Die Teer- und Nikotinangaben auf den Zigarettenpäckchen stehen in keinem direkten Zusammenhang mit der tatsächlichen Schadstoffaufnahme. Egal wie "leicht" die Sorte ist - durch heftigeres Saugen wird die aufgenommene Nikotinmenge deutlich erhöht. 

Zu diesem Schluss kam eine Forschergruppe um Martin Jarvis am University College London bei einer Untersuchung, die 2031 Raucher umfasste. Analysiert wurde, wie viel die Raucher im Vergleich zu den standardisierten Industrie-Rauchautomaten aufnehmen.

Versuchsteilnehmer, die "extraleichte" Zigaretten rauchten - Nikotin je Zigarette laut Packung 0,14 mg - nahmen tatsächlich das achtfache auf! Bei höher "dosierten" Zigaretten fällt das Verhältnis glimpflicher aus; Zigaretten mit aufgedruckten 0,8 mg lieferten bei einigen Rauchern 1,3 mg, also das anderthalbfache.

Martin Jarvis stellt fest, dass "die Auszeichnung auf den Päckchen nicht nur falsch und irreführend ist, sondern eine regelrechte Gefahr; denn 'gesundheitsbewusste' Raucher steigen eher auf Leicht-Zigaretten um, als dass sie ganz aufhören". Das Institut möchte daher ein Verbot der Auszeichnungen erreichen.

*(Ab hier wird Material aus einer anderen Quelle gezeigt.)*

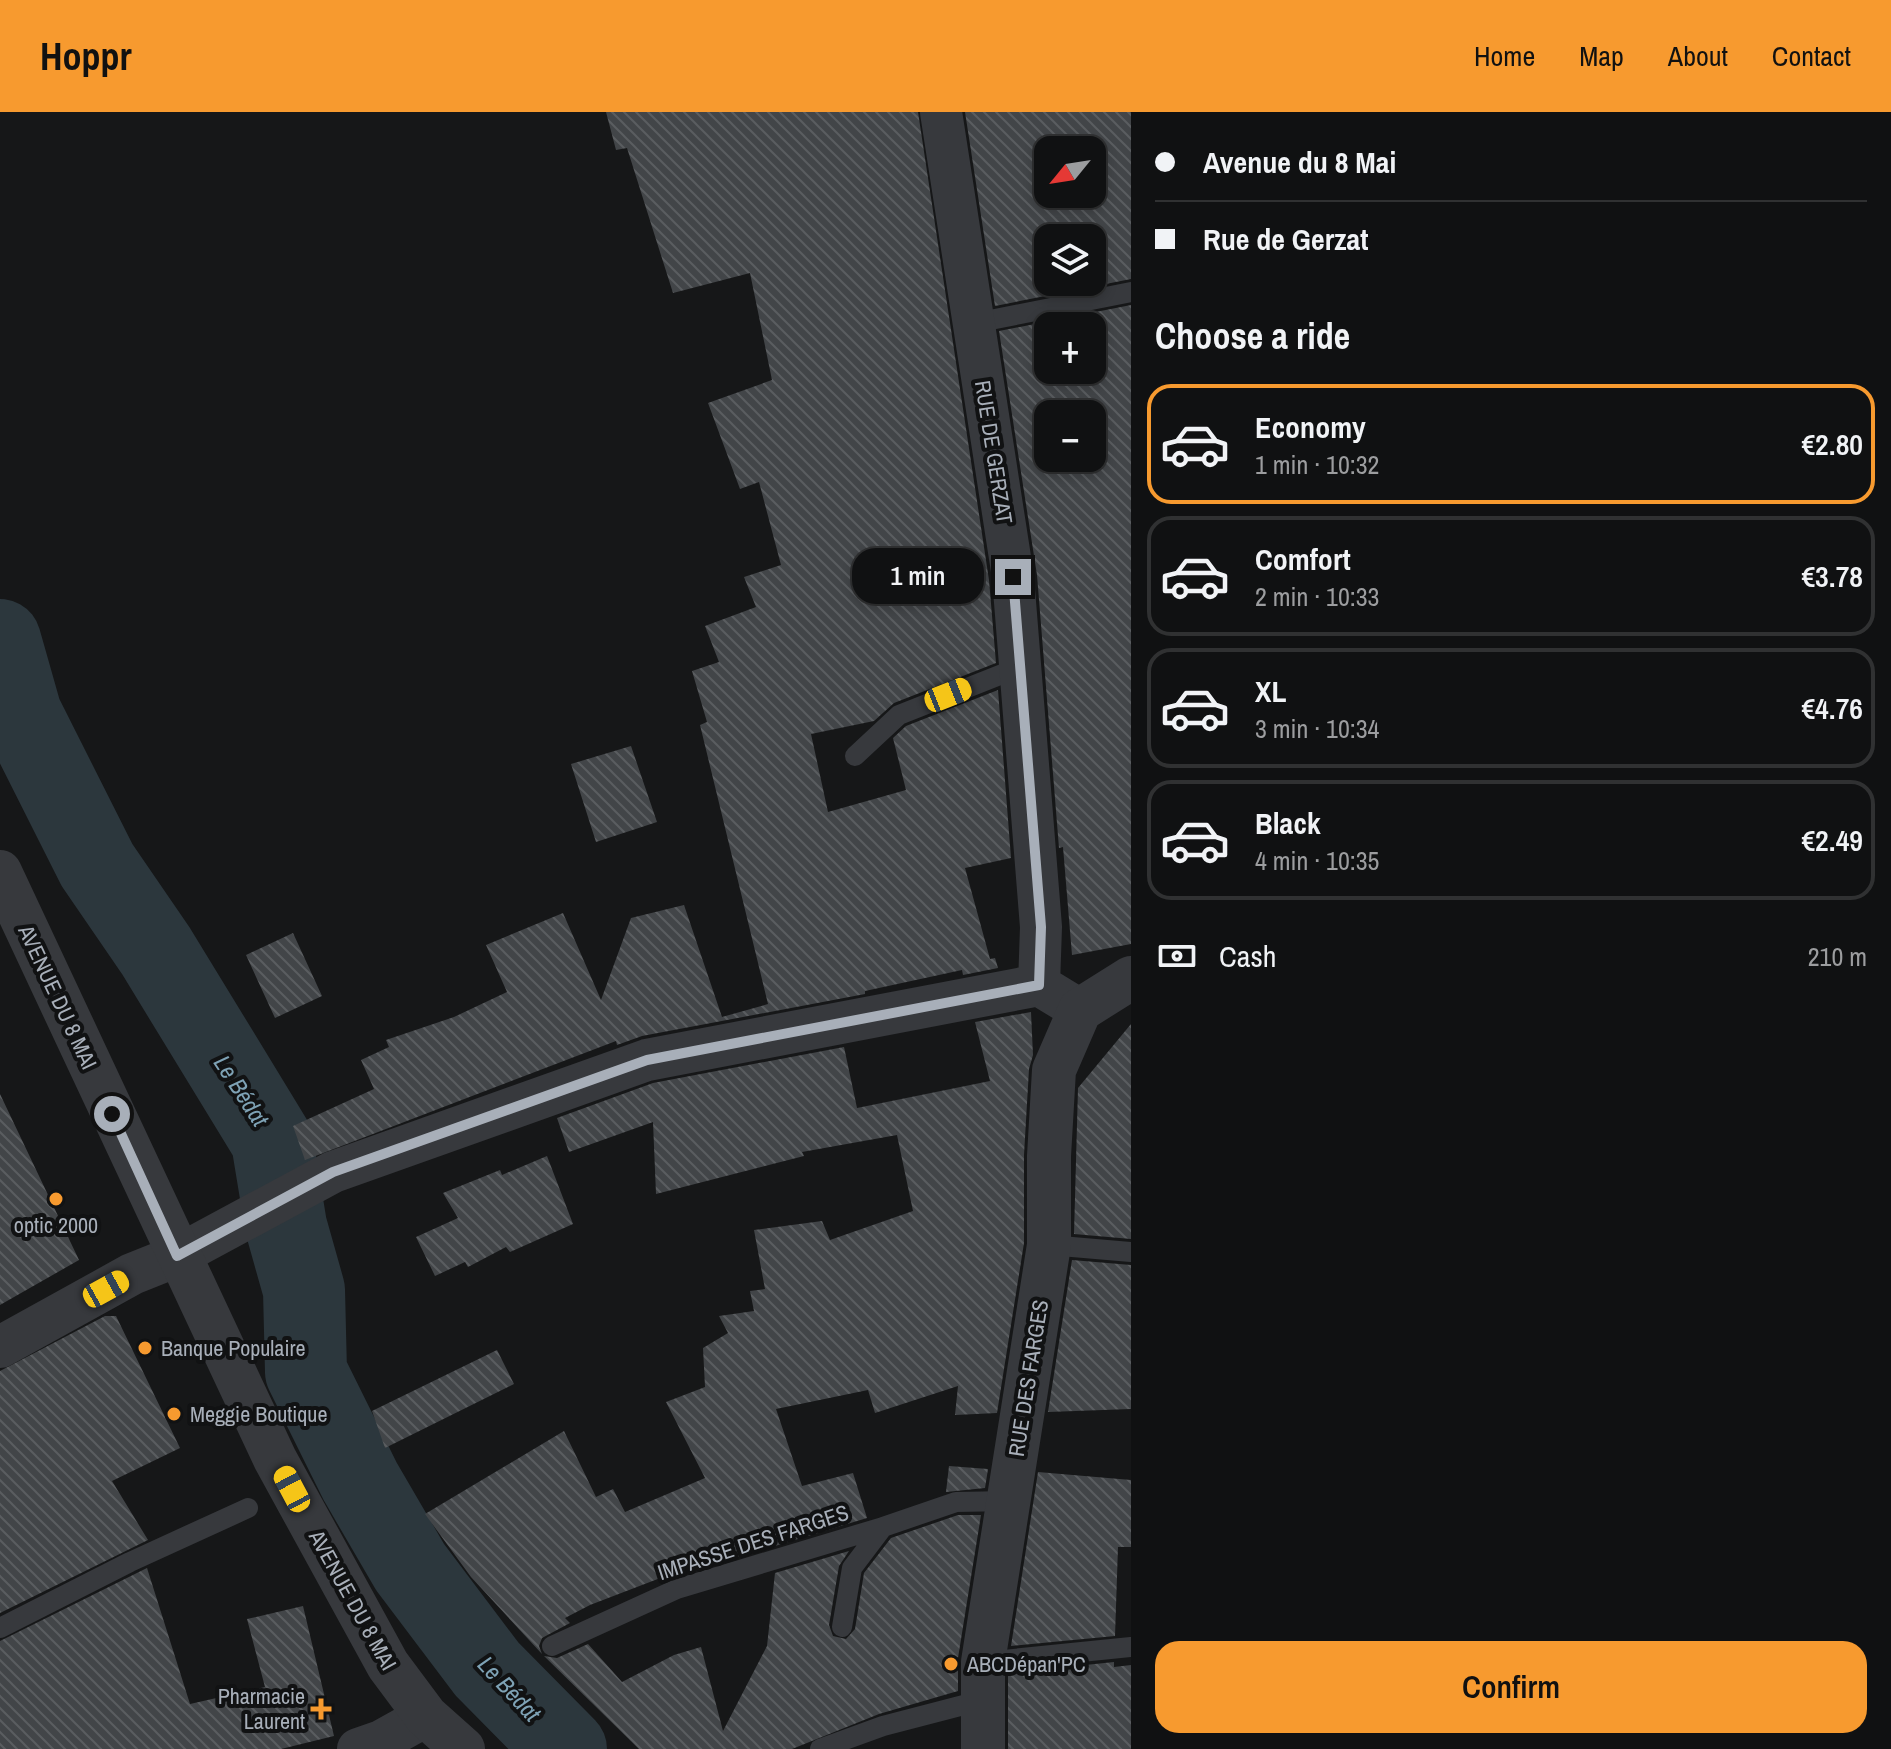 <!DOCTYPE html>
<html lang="en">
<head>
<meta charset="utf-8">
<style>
	body { margin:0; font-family:"Archivo Narrow",sans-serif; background:#1e1f20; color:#f1f3f6; height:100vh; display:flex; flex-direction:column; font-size:30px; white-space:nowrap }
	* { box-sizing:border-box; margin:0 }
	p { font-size:26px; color:#9c9d9f }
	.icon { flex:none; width:44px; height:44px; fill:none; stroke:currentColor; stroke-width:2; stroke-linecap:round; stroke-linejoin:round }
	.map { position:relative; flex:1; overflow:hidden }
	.panel { display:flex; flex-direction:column; background:#101112; width:760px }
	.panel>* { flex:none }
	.top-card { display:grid; align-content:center; height:176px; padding:0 24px; background:#101112 }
	.needle { width:52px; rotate:240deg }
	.fabs { position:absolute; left:1034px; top:24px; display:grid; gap:16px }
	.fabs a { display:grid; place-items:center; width:72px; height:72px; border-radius:16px; background:#101112; box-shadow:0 4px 12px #0003,0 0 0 2px #303132; font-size:40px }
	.end { position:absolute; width:36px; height:36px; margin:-18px; border:10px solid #a8afb9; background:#111; box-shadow:0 0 0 4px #111 }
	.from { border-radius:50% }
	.bubble { position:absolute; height:56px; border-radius:24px; background:#101112; box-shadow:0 4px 12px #0003,0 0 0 2px #303132; font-size:26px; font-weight:600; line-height:56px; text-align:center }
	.car { position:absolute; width:24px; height:48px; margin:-24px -12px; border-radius:10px; box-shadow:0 0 6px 2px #0007; background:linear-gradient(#f5c518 24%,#345 0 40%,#f5c518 0 76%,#345 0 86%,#f5c518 0) }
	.top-card b { display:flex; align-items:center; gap:28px; height:76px; font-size:30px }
	.top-card b+b { border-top:2px solid #303132 }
	.top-card i { width:20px; height:20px; background:#f1f3f6 }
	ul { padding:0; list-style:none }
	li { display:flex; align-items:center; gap:24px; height:120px; margin:0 16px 12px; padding:0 8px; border:4px solid #303132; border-radius:24px }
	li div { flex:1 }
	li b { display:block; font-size:30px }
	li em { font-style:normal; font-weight:600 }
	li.current { border-color:#f79a2f }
	li>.icon { width:72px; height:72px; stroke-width:1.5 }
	h2 { padding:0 24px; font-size:36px; line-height:96px }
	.pay { display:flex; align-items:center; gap:20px; height:88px; padding:0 24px; font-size:30px }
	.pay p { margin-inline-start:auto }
	.button { display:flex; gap:16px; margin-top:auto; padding:16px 24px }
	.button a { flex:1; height:92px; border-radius:24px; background:#f79a2f; color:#111; font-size:32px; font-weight:600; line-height:92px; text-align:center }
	header { display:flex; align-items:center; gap:48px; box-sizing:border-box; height:112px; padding:0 40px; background:#f79a2f; color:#111 }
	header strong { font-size:38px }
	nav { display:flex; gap:44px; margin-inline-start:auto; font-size:28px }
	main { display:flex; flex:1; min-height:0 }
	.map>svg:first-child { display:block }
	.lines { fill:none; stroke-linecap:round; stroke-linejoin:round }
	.river { stroke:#2c373d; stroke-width:82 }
	.building { fill:url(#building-back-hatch); fill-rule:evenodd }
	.service { stroke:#37393d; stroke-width:20 }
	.minor { stroke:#37393d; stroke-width:42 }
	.tertiary { stroke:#37393d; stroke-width:44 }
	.route { stroke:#a8afb9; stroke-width:10 }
	.poi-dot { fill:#f79a2f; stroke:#111213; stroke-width:3 }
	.labels { text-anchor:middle; stroke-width:8; stroke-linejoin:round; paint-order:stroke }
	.street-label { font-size:22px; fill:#a8afb9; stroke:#111213 }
	.poi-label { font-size:22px; fill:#a8afb9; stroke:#111213; text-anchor:start }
	.water-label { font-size:24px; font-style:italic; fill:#7ea2b5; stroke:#111213 }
</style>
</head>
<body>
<header>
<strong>Hoppr</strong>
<nav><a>Home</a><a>Map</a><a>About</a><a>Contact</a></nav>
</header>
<main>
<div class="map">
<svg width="1131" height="1637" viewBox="0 0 1131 1637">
	<defs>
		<pattern id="building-back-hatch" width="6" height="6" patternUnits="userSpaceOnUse" patternTransform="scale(2)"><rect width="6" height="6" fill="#424548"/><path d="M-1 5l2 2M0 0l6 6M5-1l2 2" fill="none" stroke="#5a5d60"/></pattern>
	</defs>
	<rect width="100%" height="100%" fill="#161718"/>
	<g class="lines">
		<!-- river -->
		<path class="river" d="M0,528L21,602L97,753L156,839L272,1029L286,1114L304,1178L306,1260L360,1369L410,1455L487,1557L566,1637"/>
	</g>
	<!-- building -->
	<path class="building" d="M606,0H918L989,468L996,551L894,591L874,609L811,622L828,700L906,678L893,626L906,614L998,578L1011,746L965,756L990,847L995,846L998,856L963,863L962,858L865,879V882L642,924L617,933L616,929L305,1048L293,1014L374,977L361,948L389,935L386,928L454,905L507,880L486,833L563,801L601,888L631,806L684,793L722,905L768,892L700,613L707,610L692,559L719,550L705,514L756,495L744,465L781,453L759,370L740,377L708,291L772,268L750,161L673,181L627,36L616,38Z
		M965,0H1131V167L995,194ZM1048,38H1092V82H1048ZM1048,126H1092V170H1048Z
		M1131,193V832L1072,843L1063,735L1059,736L1037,463L999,219ZM1048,214H1092V258H1048ZM1048,302H1092V346H1048Z
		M631,634L657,710L596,730L571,652Z
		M293,821L322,884L275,906L246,843Z
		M1031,900L1033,943L1029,957L1024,1043V1131L997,1301L955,1303L958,1274L875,1301L868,1278L776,1297L802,1374L853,1361L867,1406L742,1444L704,1454L702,1450L590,1493L565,1506L570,1511L542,1526L539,1534L542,1542L471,1465L425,1402L564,1319L596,1385L613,1377L625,1400L705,1366L666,1290L705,1275L703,1236L728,1221L719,1204L754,1199L750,1179L765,1177L754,1118L822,1109L830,1128L913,1099L897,1023L802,1040L804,1044L656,1082L653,1010L569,1040L557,1006L653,971L844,935L857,996L990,969L975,910Z
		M1131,912V1127L1074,1122L1078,976Z
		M0,982L79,1148L0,1193Z
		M547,1044L573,1112L510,1140L506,1135L468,1155L465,1150L435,1164L416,1125L458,1106L443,1081L500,1058L502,1063Z
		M1072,1148L1131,1153V1297L1048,1300Z
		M105,1204H116L180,1336L112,1369L148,1428L0,1501V1259Z
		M497,1238L514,1272L385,1336L372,1299Z
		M949,1354L988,1357L985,1376L946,1380Z
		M1038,1360L1131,1368V1435H1118L1115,1524L1011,1534Z
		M958,1403H981L958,1546V1579L879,1602L792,1637H639L544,1544L557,1546L588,1532L622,1570L674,1543L701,1535L723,1619L767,1534L775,1461L849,1439L839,1454L829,1513L833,1524L846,1527L855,1517L864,1461L891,1426Z
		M147,1456L190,1592L265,1575L247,1507L303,1494L334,1624L281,1637H0V1529Z
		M1114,1550V1555L1131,1553V1637H1008V1561Z"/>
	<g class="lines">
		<!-- service -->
		<path class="service" d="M975,211L1131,180
			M855,644L899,603L1020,555
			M1049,1133L1131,1140
			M842,1515L852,1456L883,1415L956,1390L1009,1389
			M0,1516L130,1450L248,1396
			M552,1534L677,1477L883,1415
			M983,1550L1131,1535
			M820,1637L883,1614L983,1588"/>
		<!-- minor -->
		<path class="minor" d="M941,0L1013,465L1041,815L1039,873
			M0,1235L132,1162L177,1144L333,1060L647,948L1039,873L1080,898
			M358,1637L381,1629L426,1604"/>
		<!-- tertiary -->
		<path class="tertiary" d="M0,760L275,1347L388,1553L426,1604L463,1637
			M983,1637V1550L1049,1133V1044L1054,958L1080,898L1131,866"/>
	</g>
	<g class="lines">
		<!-- route -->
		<path class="route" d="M112,1002L177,1144L333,1060L647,948L1039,873L1041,815L1013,465"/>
	</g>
	<!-- markers -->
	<g class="poi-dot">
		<circle cx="56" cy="1087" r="8"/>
		<circle cx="145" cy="1236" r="8"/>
		<circle cx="174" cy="1302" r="8"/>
		<circle cx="951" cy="1552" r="8"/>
		<path d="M317 1585h8v8h8v8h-8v8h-8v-8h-8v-8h8z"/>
	</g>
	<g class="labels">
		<!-- street labels -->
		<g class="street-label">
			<text transform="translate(994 340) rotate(81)" y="8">RUE DE GERZAT</text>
			<text transform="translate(58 885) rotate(65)" y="8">AVENUE DU 8 MAI</text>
			<text transform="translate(1028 1266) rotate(-81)" y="8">RUE DES FARGES</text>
			<text transform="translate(753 1430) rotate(-18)" y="8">IMPASSE DES FARGES</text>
			<text transform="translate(353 1488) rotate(61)" y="8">AVENUE DU 8 MAI</text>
		</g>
		<!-- poi labels -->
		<g class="poi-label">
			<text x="56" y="1121" text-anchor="middle">optic 2000</text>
			<text x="161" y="1244">Banque Populaire</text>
			<text x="190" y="1310">Meggie Boutique</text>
			<text x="967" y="1560">ABCDépan'PC</text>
			<text x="305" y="1592" text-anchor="end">Pharmacie<tspan x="305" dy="25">Laurent</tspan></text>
		</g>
		<!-- water labels -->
		<g class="water-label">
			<text transform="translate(241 979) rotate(57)" y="8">Le Bédat</text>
			<text transform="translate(509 1577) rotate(47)" y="8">Le Bédat</text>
		</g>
	</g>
</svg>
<div class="fabs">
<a><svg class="needle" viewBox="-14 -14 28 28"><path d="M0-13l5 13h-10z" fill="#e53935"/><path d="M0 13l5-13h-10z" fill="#9c9d9f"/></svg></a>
<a><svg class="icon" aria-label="layers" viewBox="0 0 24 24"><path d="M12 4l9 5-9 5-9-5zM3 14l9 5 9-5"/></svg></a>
<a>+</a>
<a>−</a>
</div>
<i class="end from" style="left:112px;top:1002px"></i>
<i class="end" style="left:1013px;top:465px"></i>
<div class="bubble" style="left:852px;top:436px;width:132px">1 min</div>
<i class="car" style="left:948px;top:583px;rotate:68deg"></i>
<i class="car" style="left:106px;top:1177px;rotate:61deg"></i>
<i class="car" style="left:292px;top:1377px;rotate:332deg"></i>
</div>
<section class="panel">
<div class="top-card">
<b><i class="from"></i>Avenue du 8 Mai</b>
<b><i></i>Rue de Gerzat</b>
</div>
<h2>Choose a ride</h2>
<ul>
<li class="current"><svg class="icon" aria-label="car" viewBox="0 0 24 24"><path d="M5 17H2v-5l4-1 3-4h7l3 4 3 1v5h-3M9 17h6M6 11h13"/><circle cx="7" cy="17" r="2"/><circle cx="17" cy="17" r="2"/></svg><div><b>Economy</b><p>1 min · 10:32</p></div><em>€2.80</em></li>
<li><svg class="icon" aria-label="car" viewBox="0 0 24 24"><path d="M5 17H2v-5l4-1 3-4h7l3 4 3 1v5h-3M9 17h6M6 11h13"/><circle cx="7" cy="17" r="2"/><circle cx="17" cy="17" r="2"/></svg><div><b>Comfort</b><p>2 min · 10:33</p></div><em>€3.78</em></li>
<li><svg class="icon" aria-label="car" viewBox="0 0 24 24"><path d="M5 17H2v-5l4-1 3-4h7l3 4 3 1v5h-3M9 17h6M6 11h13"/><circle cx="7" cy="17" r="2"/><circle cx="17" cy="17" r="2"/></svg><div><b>XL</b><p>3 min · 10:34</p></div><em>€4.76</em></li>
<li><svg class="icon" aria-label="car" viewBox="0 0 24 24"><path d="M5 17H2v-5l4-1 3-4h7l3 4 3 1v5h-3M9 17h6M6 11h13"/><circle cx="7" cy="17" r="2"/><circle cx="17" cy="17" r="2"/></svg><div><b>Black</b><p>4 min · 10:35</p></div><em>€2.49</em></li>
</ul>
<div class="pay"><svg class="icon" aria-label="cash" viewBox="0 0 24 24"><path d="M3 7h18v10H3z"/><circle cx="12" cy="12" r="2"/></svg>Cash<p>210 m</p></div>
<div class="button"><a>Confirm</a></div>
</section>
</main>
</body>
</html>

Lynn Kozlowski, Direktor des "Biobehavioral Health"-Instituts der Penn State University den USA, stimmt zu: "Diese Studie zeigt eindeutig, dass der offizielle Nikotintest kein geeignetes Instrument ist, Raucher zu einem gesundheitsbewussten Verhalten zu führen." Sie fügt hinzu: "Diese Studie sollte umso ernster genommen werden, da sie mit kleineren Versuchen aus der Vergangenheit und sogar mit Untersuchungen der Zigaretten-Industrie korrespondiert."

Die Gruppe von Jarvis untersuchte, wie viel Coitinin – ein Hauptabbauprodukt von Nikotin – im Speichel der Raucher nachgewiesen werden konnte. Coitinin wird als gute Näherung für die tatsächliche Nikotinaufnahme angesehen. Die Forscher untersuchten auch, wie die Rauchmaschinen den Teer-, Nikotin- und Kohlenmonoxidgehalt verschiedener Marken nachwiesen. 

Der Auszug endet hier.